Let’s zoom in and look at the math. A pixel is made up of 27 multiplications (3 layers x 9 multiplications per layer) and the screenshot below shows 9 of the 27 multiplications:
In terms of the bias, you can think of it as the handle of each magnifying glass. Like the weights, it’s another parameter of the model that is tweaked each training run to improve the model’s accuracy and update the feature map details.
Filter weights — In the example above, I kept the weights to 1s and 0s to make the math easier; however, in a normal neural net, you would initialize your starting weights with random lower values…like values between (.01) and 0.1 using a bell-curve or normal distribution type approach. To learn more about weight initialization, check out this introduction.
Striding — Moving the Magnifying Glass
After calculating the 1st pixel in the feature map, where does Sherlock move his magnifying glass next?
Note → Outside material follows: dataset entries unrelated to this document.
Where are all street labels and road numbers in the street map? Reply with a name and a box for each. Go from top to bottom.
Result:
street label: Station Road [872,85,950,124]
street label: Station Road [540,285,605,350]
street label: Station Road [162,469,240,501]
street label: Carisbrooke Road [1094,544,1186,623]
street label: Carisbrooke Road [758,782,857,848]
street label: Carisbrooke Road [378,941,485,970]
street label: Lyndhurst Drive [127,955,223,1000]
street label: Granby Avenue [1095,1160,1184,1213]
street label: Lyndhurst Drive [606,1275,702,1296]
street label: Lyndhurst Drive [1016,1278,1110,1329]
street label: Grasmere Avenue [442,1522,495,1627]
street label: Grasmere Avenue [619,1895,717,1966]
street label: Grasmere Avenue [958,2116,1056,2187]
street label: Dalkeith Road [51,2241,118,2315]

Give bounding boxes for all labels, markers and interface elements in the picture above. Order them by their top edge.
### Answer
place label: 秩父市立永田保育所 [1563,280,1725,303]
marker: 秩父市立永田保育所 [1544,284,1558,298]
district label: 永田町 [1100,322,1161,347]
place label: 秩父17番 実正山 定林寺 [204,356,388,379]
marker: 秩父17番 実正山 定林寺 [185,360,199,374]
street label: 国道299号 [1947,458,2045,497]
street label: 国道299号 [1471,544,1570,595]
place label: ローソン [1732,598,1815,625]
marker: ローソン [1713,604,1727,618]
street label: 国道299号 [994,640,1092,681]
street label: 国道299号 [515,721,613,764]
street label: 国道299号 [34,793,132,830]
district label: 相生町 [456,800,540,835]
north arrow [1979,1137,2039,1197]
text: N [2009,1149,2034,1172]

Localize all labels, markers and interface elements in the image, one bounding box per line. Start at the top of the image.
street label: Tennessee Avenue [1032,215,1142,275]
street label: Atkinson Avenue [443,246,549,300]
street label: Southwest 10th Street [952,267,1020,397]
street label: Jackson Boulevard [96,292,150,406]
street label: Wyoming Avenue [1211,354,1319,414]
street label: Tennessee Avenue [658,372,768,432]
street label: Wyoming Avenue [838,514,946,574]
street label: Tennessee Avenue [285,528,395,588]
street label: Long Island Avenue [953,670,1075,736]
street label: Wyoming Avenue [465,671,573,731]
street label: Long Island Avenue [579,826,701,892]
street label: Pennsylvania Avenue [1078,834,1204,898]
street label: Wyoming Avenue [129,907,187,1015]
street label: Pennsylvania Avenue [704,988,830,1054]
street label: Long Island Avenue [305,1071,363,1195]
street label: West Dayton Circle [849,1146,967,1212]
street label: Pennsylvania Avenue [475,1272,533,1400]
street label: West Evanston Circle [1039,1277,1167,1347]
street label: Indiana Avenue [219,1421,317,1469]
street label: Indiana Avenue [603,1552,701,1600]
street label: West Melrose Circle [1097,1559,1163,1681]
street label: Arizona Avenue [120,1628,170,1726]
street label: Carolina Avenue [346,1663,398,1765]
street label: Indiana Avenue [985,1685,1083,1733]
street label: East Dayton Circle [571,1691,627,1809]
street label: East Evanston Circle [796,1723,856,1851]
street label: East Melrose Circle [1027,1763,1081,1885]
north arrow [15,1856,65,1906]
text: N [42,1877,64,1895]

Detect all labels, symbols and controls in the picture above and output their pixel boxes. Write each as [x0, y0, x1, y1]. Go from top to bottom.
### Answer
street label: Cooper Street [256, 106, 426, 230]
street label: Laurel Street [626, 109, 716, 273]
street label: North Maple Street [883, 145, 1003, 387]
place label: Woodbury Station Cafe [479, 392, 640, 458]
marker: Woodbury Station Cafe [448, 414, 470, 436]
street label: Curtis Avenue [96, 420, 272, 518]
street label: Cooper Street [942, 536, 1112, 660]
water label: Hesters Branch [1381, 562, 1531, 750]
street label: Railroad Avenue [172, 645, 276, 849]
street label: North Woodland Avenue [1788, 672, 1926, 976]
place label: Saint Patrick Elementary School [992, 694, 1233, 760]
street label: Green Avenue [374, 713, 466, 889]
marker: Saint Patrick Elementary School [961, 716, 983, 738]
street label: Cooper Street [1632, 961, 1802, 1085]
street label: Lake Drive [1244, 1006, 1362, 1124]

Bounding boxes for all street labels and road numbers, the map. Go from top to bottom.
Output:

The answer depends on the striding parameter. As the architect/engineer, we have to tell Sherlock how many pixels he should move or “stride” his magnifying glass to the right before he calculates the next pixel in his feature map. A stride of 2 or 3 is most common in practice, but we’ll stick with 1 here to keep it simple. This means that Sherlock moves his glass 1 pixel to the right and then he’ll perform the same convolution calcs as before.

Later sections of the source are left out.